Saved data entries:

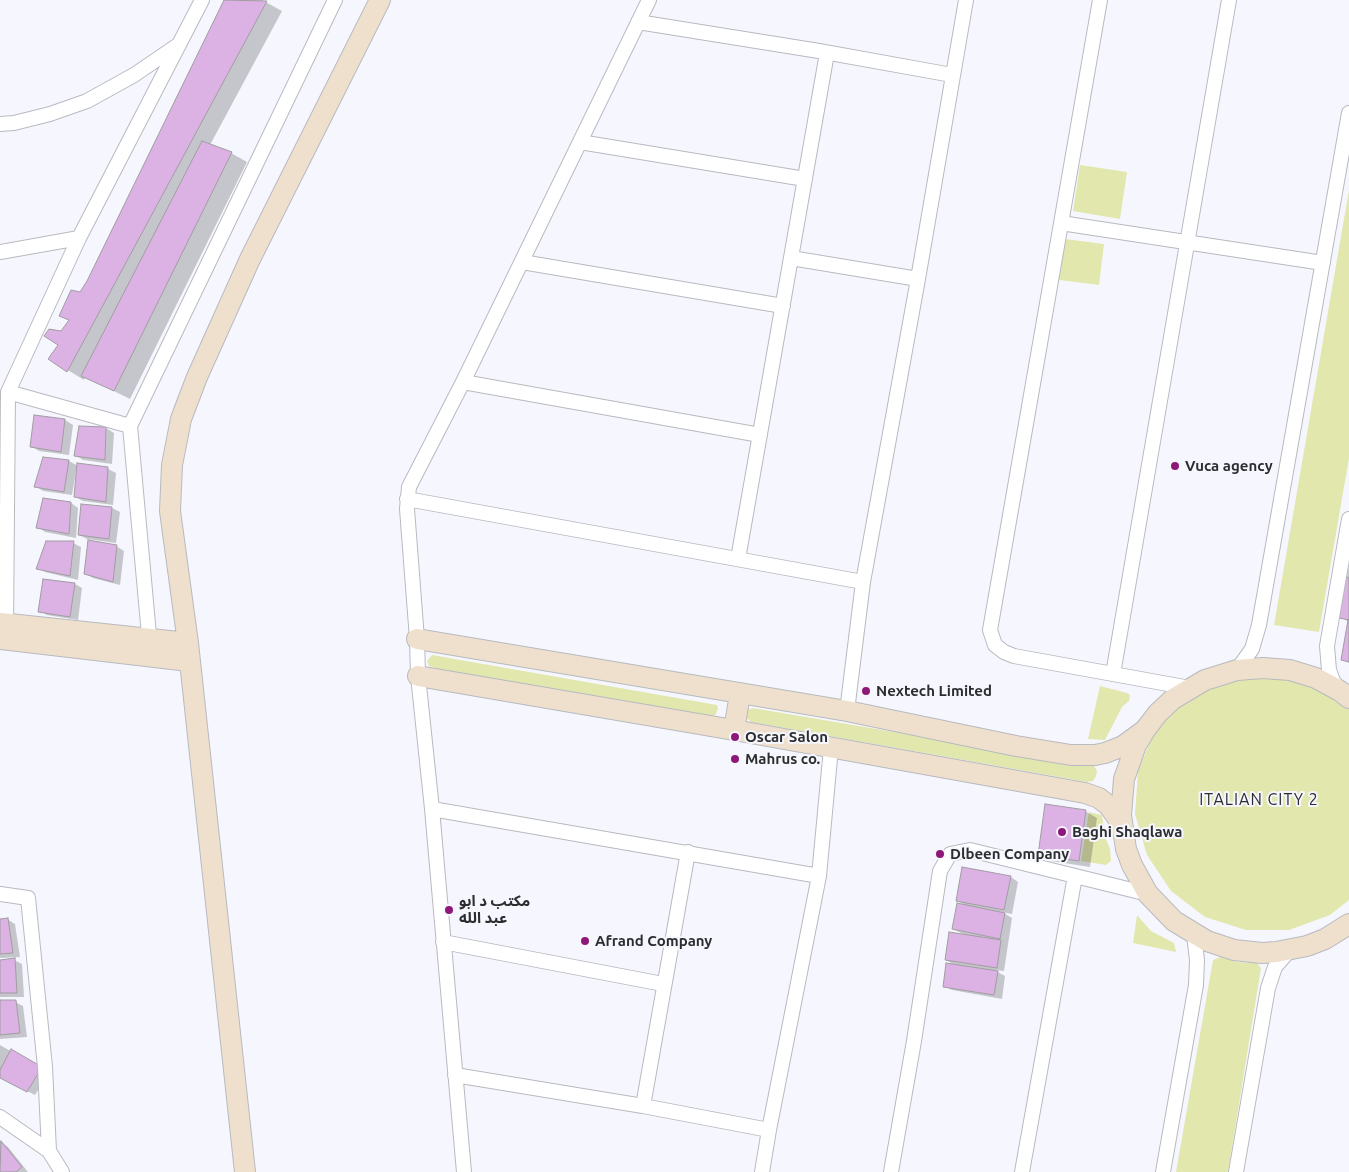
<!DOCTYPE html>
<html>
<head>
<meta charset="utf-8">
<style>
	body { margin:0 }
	canvas { display:block; background:#f6f7fe }
</style>
</head>
<body>
<canvas width="1349" height="1172"></canvas>
<script>
const g = document.querySelector('canvas').getContext('2d');
g.lineJoin = 'round';
function fillPath(path, color) { g.fillStyle = color; g.fill(path, 'evenodd'); }
const toPath = rows => new Path2D(rows.map(r => 'M' + r).join(''));
function trace(path, color, width, dash) { g.strokeStyle = color; g.lineWidth = width; g.lineCap = dash ? 'butt' : 'round'; g.setLineDash(dash || []); g.stroke(path); }
function label(font, color, halo, rows, align = 'center') {
  g.font = font + ' Ubuntu,"Noto Sans Arabic",sans-serif'; g.lineWidth = 4; g.setLineDash([]); g.textBaseline = 'middle'; g.strokeStyle = halo; g.fillStyle = color; for (const [text, x, y, turn = 0] of rows) {
    g.save(); g.translate(x, y); g.rotate((+turn || 0) * Math.PI / 180); g.textAlign = isNaN(turn) ? turn : align; if (halo) g.strokeText(text, 0, 0); g.fillText(text, 0, 0); g.restore();
  }
}
const green = toPath([
	[1080,165,1127,172,1120,219,1073,211],
	[1349,190,1349,458,1319,632,1274,625],
	[1065,239,1104,244,1099,285,1059,280],
	[432,655,717,705,718,708,716,714,711,718,442,670,429,666,427,661],
	[1302,675,1349,702,1349,900,1330,915,1289,930,1246,930,1205,917,1171,891,1147,855,1135,814,1138,771,1154,732,1182,700,1218,678],
	[1100,686,1127,693,1130,695,1129,701,1122,707,1105,740,1088,739],
	[753,708,1094,766,1097,771,1096,776,1093,781,1087,782,751,722,746,718,747,710],
	[1089,812,1102,815,1105,837,1110,849,1111,861,1106,865,1081,861],
	[1137,915,1151,931,1174,943,1176,952,1133,943],
	[1220,957,1237,962,1257,963,1261,968,1228,1172,1176,1172,1213,960]
]);
const shadow = toPath([
	[226,0,262,0,282,11,210,145,231,153,247,162,130,399,85,377,84,380,50,359,60,344,62,332,70,321,61,316,80,294,88,281],
	[35,416,65,420,73,425,69,455,39,451,31,446],
	[106,428,114,433,112,464,83,460,75,455],
	[44,459,69,461,78,466,78,465,108,469,116,473,113,505,83,501,75,497,78,471,76,471,72,495,43,491,35,486],
	[71,503,78,508,76,538,45,532,38,527],
	[82,505,112,508,120,512,116,543,87,539,79,535],
	[73,543,81,547,78,580,45,572,38,568],
	[116,546,124,551,120,585,93,578,85,573],
	[1349,565,1349,663,1343,660,1349,622,1340,617],
	[75,584,82,588,78,620,47,615,40,611],
	[1085,811,1097,818,1090,867,1051,861,1039,854],
	[1011,877,1018,882,1012,914,1002,912,1012,918,1004,971,994,970,1005,976,1002,999,952,990,944,986,956,966,946,960,965,935,953,929,966,906,957,900],
	[7,919,15,924,20,957,0,958,0,920],
	[14,960,22,964,24,997,0,997,0,961],
	[0,1001,15,1002,23,1006,27,1037,0,1039],
	[0,1045,49,1073,35,1095,0,1077],
	[0,1141,8,1147,28,1172,0,1172]
]);
const building = toPath([
	[224,0,267,1,67,372,48,359,58,345,44,336,49,329,61,331,69,320,59,316,71,290,80,292,87,281,224,0],
	[202,141,232,152,114,391,81,376,202,141],
	[34,415,65,419,61,452,30,447,34,415],
	[79,426,106,427,105,460,74,456,79,426],
	[43,457,69,460,64,492,34,487,43,457],
	[77,463,108,467,106,502,74,497,77,463],
	[43,498,71,502,69,534,36,528,43,498],
	[81,504,112,507,109,539,78,535,81,504],
	[88,540,117,545,113,582,84,574,88,540],
	[46,541,74,541,70,576,36,569,46,541],
	[1346,577,1349,578,1349,620,1339,618,1346,577],
	[43,579,75,583,70,617,38,612,43,579],
	[1348,620,1349,620,1349,662,1341,660,1348,620],
	[1045,804,1086,810,1079,861,1038,855,1045,804],
	[962,867,1011,876,1004,910,956,901,962,867],
	[957,903,1005,913,1000,939,952,929,957,903],
	[8,918,13,953,0,954,0,919,8,918],
	[949,932,1001,940,997,968,945,960,949,932],
	[15,958,17,993,0,993,0,960,15,958],
	[946,963,998,971,994,995,943,987,946,963],
	[0,1000,16,1000,20,1033,0,1035,0,1000],
	[11,1049,42,1067,27,1092,0,1078,0,1070,11,1049],
	[1,1141,22,1167,16,1172,0,1172,1,1141]
]);
const street = toPath([
	[1100,0,990,630,995,645,1004,652,1014,656,1190,688],
	[638,22,819,51,952,75],
	[0,124,14,123,50,114,87,101,134,75,178,45],
	[580,142,805,179],
	[1061,223,1323,263],
	[0,252,79,238],
	[791,258,918,279],
	[522,262,783,306],
	[463,382,760,435],
	[8,392,130,426],
	[407,499,863,582],
	[738,559,827,53],
	[6,631,8,392,79,238,202,0],
	[150,646,130,426,335,0],
	[1237,670,1252,649,1259,625,1349,113],
	[1113,674,1229,0],
	[1340,690,1333,681,1329,670,1327,646,1349,519],
	[847,711,863,582,918,279,966,0],
	[432,809,819,876],
	[0,894,28,898,45,1067,49,1151,62,1172],
	[443,942,663,984],
	[455,1075,643,1106,769,1130],
	[643,1106,688,852],
	[0,1117,49,1151],
	[464,1172,432,809,418,676,417,639,407,509,409,487,463,382,649,0],
	[762,1172,769,1130,819,876,831,748],
	[891,1172,914,1041,940,871,950,854,970,850,1148,894],
	[1022,1172,1075,876],
	[1163,1172,1196,985,1197,960,1194,935],
	[1236,1172,1268,988,1275,967,1289,951]
]);
const secondary = toPath([
	[0,623,188,643],
	[0,639,189,661],
	[417,639,847,711,1016,746,1071,755,1095,755,1105,753,1123,746,1145,730],
	[418,676,734,730,1085,793,1099,798,1109,806,1117,817,1123,833],
	[1349,698,1340,691,1316,678,1290,670,1263,668,1237,670,1205,680,1173,699,1158,713,1145,730,1136,745,1124,779,1121,815,1126,849,1132,865,1148,894,1174,921,1207,941,1234,950,1262,953,1276,952,1307,946,1325,939,1349,924],
	[734,730,740,694],
	[245,1172,188,643,170,511,172,465,181,419,197,377,250,259,380,0]
]);
const markers = [
	[1175,466,5,"#8e1879"],
	[866,691,5,"#8e1879"],
	[735,737,5,"#8e1879"],
	[735,759,5,"#8e1879"],
	[1062,832,5,"#8e1879"],
	[940,854,5,"#8e1879"],
	[449,910,5,"#8e1879"],
	[585,941,5,"#8e1879"]
];
const poiNames = [
	["Vuca agency",1185,466],
	["Nextech Limited",876,691],
	["Oscar Salon",745,737],
	["Mahrus co.",745,759],
	["Baghi Shaqlawa",1072,832],
	["Dlbeen Company",950,854],
	["مكتب د ابو",459,901],
	["عبد الله",459,918],
	["Afrand Company",595,941]
];
const neighbourhoodNames = [
	["ITALIAN CITY 2",1259,800]
];
fillPath(green, '#e2e7ae');
fillPath(shadow, '#0003');
fillPath(building, '#dbb2e3');
trace(building, '#a19ca2', 1);
trace(street, '#b8bac0', 16);
trace(secondary, '#b8bac0', 22);
trace(street, '#fff', 14);
trace(secondary, '#eee0cc', 20);
for (const [x, y, r, color] of markers) { const dot = new Path2D(); dot.arc(x, y, r, 0, 2 * Math.PI); g.fillStyle = color; g.fill(dot); trace(dot, '#f6f7fe', 2); }
label('bold 15px', '#2c2d2f', '#f6f7fe', poiNames, 'left');
g.letterSpacing = '1px';
label('16px', '#2c2d2f', '#f6f7fe', neighbourhoodNames);
g.letterSpacing = '0px';
</script>
</body>
</html>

> YOUR INSTRUCTIONS
Only the lines above starting with the one with "for (const [x, y, r, color]" and going through the one with "g.letterSpacing = '1px';" are to be copied, word for word and with both ends kept.

> SOLUTION TO THE EXERCISE
for (const [x, y, r, color] of markers) { const dot = new Path2D(); dot.arc(x, y, r, 0, 2 * Math.PI); g.fillStyle = color; g.fill(dot); trace(dot, '#f6f7fe', 2); }
label('bold 15px', '#2c2d2f', '#f6f7fe', poiNames, 'left');
g.letterSpacing = '1px';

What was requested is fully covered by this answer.